**Dataset entries:**
-------

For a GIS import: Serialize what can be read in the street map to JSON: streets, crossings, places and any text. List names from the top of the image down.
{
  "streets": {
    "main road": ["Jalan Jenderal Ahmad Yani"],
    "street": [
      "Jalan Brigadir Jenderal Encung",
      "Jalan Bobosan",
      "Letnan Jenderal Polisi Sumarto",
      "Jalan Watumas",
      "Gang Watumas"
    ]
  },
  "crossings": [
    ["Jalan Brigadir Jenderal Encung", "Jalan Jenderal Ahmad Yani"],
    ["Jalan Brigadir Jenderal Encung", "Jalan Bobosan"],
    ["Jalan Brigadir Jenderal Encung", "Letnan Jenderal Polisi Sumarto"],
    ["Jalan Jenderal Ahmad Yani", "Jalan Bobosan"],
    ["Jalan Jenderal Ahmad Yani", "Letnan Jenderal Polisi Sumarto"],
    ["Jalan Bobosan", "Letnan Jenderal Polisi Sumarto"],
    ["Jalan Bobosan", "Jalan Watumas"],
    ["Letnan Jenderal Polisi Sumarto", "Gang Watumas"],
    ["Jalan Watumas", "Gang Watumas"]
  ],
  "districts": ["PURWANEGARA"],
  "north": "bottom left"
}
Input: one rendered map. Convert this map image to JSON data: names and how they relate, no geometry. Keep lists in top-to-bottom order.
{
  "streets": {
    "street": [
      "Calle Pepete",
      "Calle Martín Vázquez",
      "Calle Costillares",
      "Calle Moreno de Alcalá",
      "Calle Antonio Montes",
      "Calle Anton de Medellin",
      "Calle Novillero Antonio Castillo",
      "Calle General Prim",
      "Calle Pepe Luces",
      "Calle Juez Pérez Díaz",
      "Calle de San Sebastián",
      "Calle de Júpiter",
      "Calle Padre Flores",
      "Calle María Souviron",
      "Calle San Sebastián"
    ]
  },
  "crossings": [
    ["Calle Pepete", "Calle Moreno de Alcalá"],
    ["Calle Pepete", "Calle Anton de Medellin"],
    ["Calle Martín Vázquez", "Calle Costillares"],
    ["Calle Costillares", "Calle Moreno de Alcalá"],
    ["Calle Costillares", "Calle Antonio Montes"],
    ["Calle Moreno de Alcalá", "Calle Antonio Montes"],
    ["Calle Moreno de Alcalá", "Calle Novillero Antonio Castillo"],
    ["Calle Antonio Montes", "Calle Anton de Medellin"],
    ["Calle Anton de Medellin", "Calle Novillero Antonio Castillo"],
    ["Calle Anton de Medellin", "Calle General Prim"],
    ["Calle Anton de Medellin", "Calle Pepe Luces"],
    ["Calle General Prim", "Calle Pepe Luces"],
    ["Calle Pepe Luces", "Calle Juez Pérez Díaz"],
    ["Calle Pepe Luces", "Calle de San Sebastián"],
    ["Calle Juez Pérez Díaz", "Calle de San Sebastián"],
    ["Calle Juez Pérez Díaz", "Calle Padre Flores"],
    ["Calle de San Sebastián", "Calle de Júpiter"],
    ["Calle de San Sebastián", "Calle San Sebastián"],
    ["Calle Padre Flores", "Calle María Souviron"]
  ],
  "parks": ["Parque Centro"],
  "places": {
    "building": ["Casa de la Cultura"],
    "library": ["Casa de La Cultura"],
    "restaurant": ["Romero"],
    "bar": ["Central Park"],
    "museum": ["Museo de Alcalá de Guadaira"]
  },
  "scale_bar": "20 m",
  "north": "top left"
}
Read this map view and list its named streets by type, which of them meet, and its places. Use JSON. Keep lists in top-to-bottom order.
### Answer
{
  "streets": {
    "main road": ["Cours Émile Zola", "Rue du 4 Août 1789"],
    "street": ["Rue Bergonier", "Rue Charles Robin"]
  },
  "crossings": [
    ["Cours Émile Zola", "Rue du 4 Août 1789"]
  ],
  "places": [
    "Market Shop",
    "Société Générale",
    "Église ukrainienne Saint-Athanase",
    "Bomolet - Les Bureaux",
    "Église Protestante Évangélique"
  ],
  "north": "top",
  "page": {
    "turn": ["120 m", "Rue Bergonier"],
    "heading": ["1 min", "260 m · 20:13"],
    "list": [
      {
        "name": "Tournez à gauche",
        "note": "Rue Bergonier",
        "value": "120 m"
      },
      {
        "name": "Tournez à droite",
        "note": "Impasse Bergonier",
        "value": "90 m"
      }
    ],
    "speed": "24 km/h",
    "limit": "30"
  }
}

-------

**Problem description:** What is needed is the number of lines in the data that contain "places", given with nothing else.

**Response to this task:** 4